Linked Github Repository, with fake data and exercise solutions.

Hello! 🐭 What are we going to do tonight, Brain?

Discovering awesome open source data tools

Initial goal is to have fun discovering some of most notorious modern data tools, with a typical use-case: analyze your orders and customers.

The BI platform pipeline that we will create is similar to this schema, with dashboards as outputs:

first BI platform

Over the years, dbt has trusted the charts as the "transformation workflow" tool, same for Metabase as open source business intelligence tool, along with Apache Superset. They work pretty well together, and are seen in many production architectures.

The last piece of data software that we will discover is PostgreSQL, who will act as a datawarehouse.
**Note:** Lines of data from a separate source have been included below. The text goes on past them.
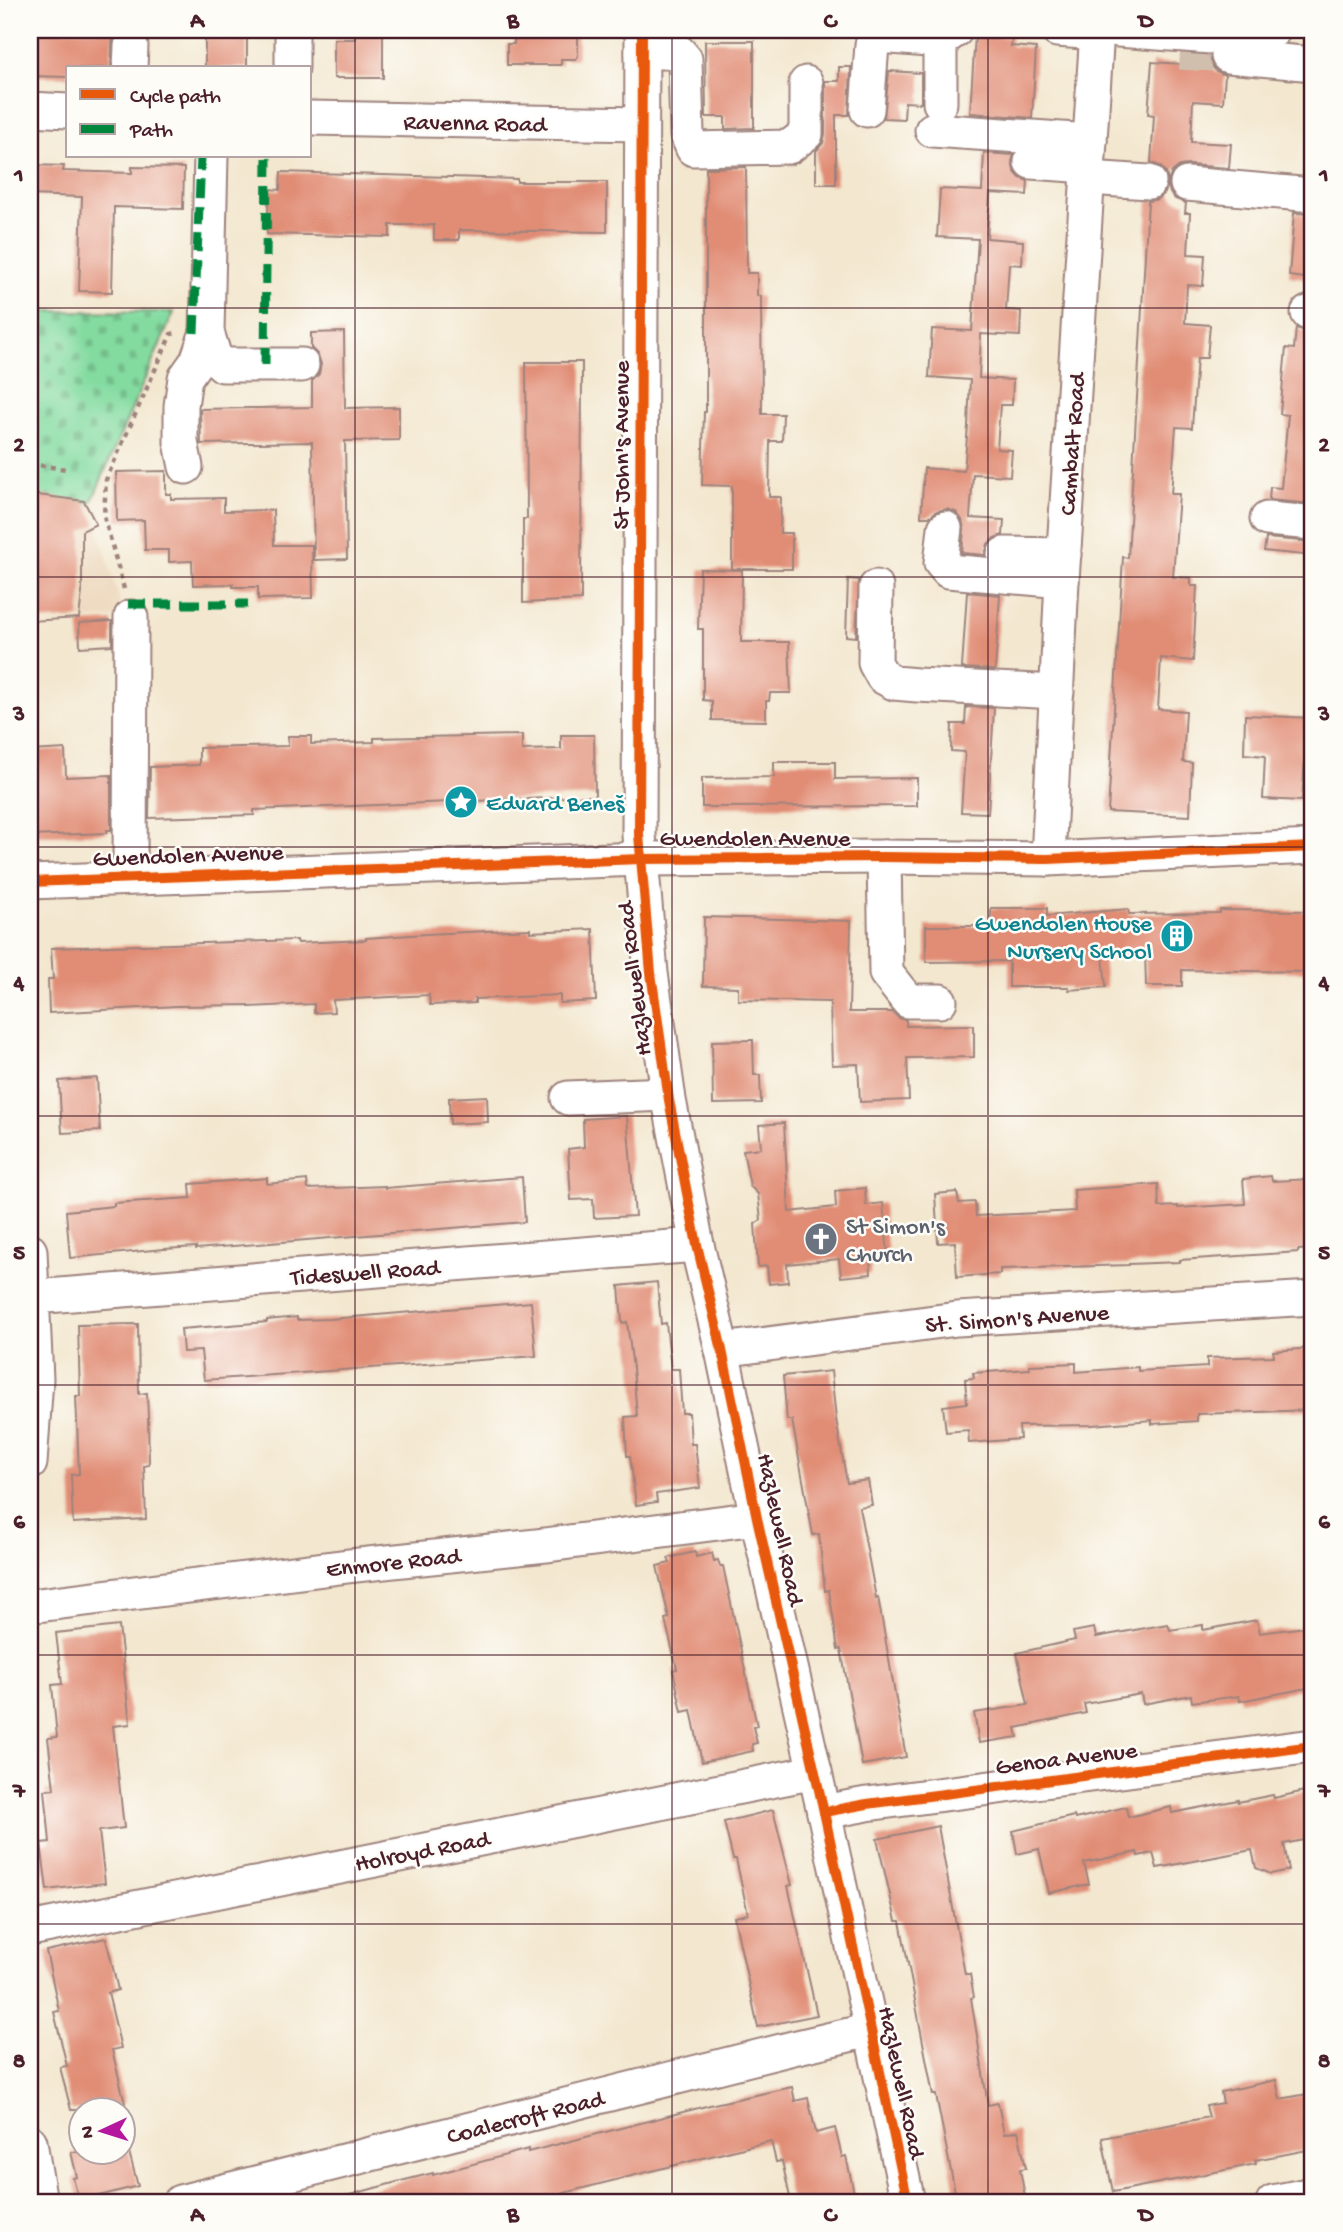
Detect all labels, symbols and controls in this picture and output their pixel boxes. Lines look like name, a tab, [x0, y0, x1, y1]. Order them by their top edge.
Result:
text: A	[189, 9, 205, 36]
text: B	[506, 9, 520, 36]
text: C	[824, 9, 839, 36]
text: D	[1137, 9, 1155, 36]
legend	[66, 66, 312, 158]
text: Cycle path	[130, 86, 221, 111]
street label: Ravenna Road	[403, 110, 549, 141]
text: Path	[129, 120, 173, 145]
text: 1	[13, 163, 24, 190]
text: 1	[1318, 163, 1329, 190]
street label: St John's Avenue	[609, 360, 638, 529]
street label: Cambalt Road	[1055, 370, 1094, 516]
text: 2	[13, 433, 25, 460]
text: 2	[1318, 433, 1330, 460]
text: 3	[12, 702, 25, 729]
text: 3	[1317, 702, 1330, 729]
place icon: Edvard Beneš	[442, 783, 480, 821]
place label: Edvard Beneš	[486, 791, 626, 820]
street label: Gwendolen Avenue	[660, 826, 851, 855]
street label: Gwendolen Avenue	[92, 840, 285, 875]
street label: Hazlewell Road	[612, 898, 660, 1057]
place label: Gwendolen House Nursery School	[975, 911, 1153, 968]
building icon: Gwendolen House Nursery School	[1158, 917, 1196, 955]
text: 4	[13, 971, 25, 998]
text: 4	[1318, 971, 1330, 998]
place label: St Simon's Church	[846, 1214, 946, 1271]
church icon: St Simon's Church	[802, 1220, 840, 1258]
text: 5	[13, 1241, 25, 1268]
text: 5	[1318, 1241, 1330, 1268]
street label: Tideswell Road	[288, 1255, 443, 1294]
street label: St. Simon's Avenue	[924, 1300, 1111, 1341]
street label: Hazlewell Road	[748, 1451, 809, 1610]
text: 6	[13, 1510, 26, 1537]
text: 6	[1318, 1510, 1331, 1537]
street label: Enmore Road	[325, 1543, 464, 1586]
street label: Genoa Avenue	[994, 1737, 1140, 1784]
text: 7	[12, 1779, 26, 1806]
text: 7	[1317, 1779, 1331, 1806]
street label: Holroyd Road	[353, 1826, 494, 1881]
street label: Hazlewell Road	[869, 2004, 930, 2163]
text: 8	[13, 2049, 26, 2076]
text: 8	[1318, 2049, 1331, 2076]
street label: Coalecroft Road	[444, 2085, 609, 2153]
north arrow	[66, 2096, 136, 2166]
text: N	[77, 2125, 100, 2139]
text: A	[189, 2203, 205, 2230]
text: B	[506, 2203, 520, 2230]
text: C	[824, 2203, 839, 2230]
text: D	[1137, 2203, 1155, 2230]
While Clickhouse, Google BigQuery or Snowflake might have been excellent choices for an analytical production platform, I selected PostgreSQL because it can be installed locally with zero expenses, and is a perfect fit for our light and standard needs.

Building an analytics platform

Over this workshop, you will get a first introduction to dbt and Metabase features.

Our use case is quite simple: we are a company, with customers, orders and payments. We want to build nice visualization dashboards, to monitor closely our activity.

More than dashboards, we want to avoid black magic, avoid technical debt, and for that we will use dbt to introduce a few best practices for analytics.

What this workshop is not : it's not an intensive worshop for experts, neither something to follow for best practices (it's more the opposite since we will skip few phases like Git synchonization, dbt, tests).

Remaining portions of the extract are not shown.